**WHAT IS NEEDED:** Where does the string "Give" occur in the records? Copy each line that holds it.
### DATA EXTRACTS
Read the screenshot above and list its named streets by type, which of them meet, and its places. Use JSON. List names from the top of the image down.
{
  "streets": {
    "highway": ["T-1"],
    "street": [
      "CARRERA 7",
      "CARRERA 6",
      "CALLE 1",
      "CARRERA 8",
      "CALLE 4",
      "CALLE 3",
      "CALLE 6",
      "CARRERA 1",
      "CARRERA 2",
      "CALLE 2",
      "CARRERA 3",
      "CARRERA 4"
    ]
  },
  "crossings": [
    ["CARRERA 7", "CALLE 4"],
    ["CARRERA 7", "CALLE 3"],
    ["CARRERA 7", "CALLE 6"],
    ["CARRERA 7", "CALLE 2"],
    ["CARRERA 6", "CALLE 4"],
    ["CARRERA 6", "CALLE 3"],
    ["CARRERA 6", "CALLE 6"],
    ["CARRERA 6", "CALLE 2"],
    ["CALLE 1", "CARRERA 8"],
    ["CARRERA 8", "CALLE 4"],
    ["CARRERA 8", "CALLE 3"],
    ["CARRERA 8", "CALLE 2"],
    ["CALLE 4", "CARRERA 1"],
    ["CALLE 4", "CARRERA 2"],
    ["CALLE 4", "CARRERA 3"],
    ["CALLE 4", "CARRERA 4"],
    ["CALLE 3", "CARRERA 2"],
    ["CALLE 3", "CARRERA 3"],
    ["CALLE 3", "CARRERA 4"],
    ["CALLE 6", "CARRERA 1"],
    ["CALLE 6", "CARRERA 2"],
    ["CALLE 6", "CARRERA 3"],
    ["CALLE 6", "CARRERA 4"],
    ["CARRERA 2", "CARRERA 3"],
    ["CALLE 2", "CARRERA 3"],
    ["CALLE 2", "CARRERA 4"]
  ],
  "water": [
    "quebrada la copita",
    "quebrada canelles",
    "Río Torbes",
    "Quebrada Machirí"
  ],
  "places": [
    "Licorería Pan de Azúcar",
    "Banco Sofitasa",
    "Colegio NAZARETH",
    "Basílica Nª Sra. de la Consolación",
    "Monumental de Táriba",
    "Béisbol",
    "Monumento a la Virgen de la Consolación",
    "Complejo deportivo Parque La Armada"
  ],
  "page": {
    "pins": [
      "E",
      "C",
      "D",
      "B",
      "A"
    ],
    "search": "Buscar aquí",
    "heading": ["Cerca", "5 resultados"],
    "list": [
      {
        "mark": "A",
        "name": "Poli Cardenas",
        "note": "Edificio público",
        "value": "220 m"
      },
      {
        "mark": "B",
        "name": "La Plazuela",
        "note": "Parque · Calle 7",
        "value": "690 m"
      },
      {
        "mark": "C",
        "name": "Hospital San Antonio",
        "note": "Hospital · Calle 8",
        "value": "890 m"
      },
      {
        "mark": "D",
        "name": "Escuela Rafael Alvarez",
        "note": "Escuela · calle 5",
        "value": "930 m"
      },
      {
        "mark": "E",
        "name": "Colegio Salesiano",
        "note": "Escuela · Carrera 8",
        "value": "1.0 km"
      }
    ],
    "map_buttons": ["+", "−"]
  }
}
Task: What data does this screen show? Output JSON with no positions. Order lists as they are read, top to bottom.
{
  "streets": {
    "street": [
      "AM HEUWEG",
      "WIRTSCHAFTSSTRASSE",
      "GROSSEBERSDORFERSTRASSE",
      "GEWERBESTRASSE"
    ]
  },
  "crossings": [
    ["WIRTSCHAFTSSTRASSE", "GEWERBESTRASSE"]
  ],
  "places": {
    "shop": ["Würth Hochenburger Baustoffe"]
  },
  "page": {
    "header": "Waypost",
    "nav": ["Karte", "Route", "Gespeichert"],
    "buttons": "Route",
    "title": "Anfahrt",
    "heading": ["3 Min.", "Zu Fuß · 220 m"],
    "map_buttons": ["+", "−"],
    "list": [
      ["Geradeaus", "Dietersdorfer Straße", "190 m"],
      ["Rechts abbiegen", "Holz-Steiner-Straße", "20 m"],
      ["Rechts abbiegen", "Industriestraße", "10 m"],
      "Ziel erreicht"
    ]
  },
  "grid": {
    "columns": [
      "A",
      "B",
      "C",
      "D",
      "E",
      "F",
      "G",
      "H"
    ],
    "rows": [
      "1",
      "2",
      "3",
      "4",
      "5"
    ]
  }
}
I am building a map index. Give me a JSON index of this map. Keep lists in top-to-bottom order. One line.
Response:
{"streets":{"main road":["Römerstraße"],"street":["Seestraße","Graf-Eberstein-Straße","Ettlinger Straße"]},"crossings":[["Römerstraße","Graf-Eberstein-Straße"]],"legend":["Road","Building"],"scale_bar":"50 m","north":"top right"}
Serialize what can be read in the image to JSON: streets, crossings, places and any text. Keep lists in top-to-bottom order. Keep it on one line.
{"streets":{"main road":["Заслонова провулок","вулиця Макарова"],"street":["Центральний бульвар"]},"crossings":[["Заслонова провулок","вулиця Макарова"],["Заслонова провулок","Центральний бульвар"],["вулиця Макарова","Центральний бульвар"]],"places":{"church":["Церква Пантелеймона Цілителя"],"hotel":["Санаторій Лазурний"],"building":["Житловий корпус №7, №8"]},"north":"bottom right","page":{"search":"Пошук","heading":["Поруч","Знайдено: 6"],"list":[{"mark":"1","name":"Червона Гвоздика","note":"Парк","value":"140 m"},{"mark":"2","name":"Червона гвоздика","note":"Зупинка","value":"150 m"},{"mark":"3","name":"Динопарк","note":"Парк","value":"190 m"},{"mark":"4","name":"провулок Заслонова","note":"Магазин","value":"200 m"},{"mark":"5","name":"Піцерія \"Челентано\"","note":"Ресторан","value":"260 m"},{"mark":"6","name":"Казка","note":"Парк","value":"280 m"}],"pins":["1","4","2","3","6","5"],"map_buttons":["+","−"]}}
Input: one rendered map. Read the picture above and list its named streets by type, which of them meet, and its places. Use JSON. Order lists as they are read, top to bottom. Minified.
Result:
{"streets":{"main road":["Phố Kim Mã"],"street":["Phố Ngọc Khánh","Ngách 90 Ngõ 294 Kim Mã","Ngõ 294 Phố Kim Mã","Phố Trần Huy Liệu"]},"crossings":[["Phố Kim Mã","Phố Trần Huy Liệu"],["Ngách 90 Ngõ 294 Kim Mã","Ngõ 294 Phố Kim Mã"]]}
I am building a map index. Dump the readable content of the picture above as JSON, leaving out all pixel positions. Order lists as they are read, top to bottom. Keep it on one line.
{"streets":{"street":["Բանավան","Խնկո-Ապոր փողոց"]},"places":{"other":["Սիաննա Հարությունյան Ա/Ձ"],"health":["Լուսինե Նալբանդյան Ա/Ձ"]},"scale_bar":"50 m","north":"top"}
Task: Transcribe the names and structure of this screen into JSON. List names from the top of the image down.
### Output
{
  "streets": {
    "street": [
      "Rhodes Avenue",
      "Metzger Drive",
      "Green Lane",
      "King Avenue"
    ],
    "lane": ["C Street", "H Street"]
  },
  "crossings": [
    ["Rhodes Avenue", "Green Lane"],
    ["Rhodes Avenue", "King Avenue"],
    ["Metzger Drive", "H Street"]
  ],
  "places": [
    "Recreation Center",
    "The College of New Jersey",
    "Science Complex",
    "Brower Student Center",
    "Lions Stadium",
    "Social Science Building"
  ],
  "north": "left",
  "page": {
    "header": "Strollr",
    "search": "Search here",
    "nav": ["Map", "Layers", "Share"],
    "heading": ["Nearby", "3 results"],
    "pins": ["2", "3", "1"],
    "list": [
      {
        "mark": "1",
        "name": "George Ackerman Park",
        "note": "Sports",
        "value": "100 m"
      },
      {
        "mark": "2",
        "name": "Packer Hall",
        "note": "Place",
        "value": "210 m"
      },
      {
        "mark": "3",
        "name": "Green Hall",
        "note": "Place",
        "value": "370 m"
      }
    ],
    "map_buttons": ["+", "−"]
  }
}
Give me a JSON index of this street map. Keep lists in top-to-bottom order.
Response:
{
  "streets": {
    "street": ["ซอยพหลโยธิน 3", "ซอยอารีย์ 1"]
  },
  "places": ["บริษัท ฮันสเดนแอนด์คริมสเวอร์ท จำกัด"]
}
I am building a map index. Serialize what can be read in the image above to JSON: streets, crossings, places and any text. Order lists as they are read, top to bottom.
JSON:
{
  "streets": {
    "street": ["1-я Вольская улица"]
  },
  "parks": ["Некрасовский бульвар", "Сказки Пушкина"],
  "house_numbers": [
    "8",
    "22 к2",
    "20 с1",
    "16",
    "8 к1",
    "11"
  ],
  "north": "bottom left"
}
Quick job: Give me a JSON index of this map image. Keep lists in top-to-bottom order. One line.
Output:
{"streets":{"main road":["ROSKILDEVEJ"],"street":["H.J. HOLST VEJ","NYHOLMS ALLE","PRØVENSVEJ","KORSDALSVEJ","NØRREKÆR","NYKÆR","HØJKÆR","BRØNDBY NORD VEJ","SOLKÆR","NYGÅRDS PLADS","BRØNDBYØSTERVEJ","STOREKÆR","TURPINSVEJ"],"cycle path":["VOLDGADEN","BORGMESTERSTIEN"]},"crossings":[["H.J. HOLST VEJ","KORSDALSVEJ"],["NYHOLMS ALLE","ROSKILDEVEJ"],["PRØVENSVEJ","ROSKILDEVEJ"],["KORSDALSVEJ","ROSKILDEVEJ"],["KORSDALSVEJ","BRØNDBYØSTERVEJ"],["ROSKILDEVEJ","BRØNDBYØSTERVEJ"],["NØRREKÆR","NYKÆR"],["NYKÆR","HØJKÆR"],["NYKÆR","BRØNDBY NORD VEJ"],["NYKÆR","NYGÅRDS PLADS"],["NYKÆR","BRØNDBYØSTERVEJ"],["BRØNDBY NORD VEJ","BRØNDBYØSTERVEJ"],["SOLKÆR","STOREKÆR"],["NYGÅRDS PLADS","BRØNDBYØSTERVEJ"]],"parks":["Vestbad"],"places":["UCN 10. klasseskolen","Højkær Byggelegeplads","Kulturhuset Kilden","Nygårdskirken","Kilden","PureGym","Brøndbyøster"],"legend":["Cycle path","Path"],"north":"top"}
######
**ANSWER SPACE:**
I am building a map index. Give me a JSON index of this map. Keep lists in top-to-bottom order. One line.
Give me a JSON index of this street map. Keep lists in top-to-bottom order.
Quick job: Give me a JSON index of this map image. Keep lists in top-to-bottom order. One line.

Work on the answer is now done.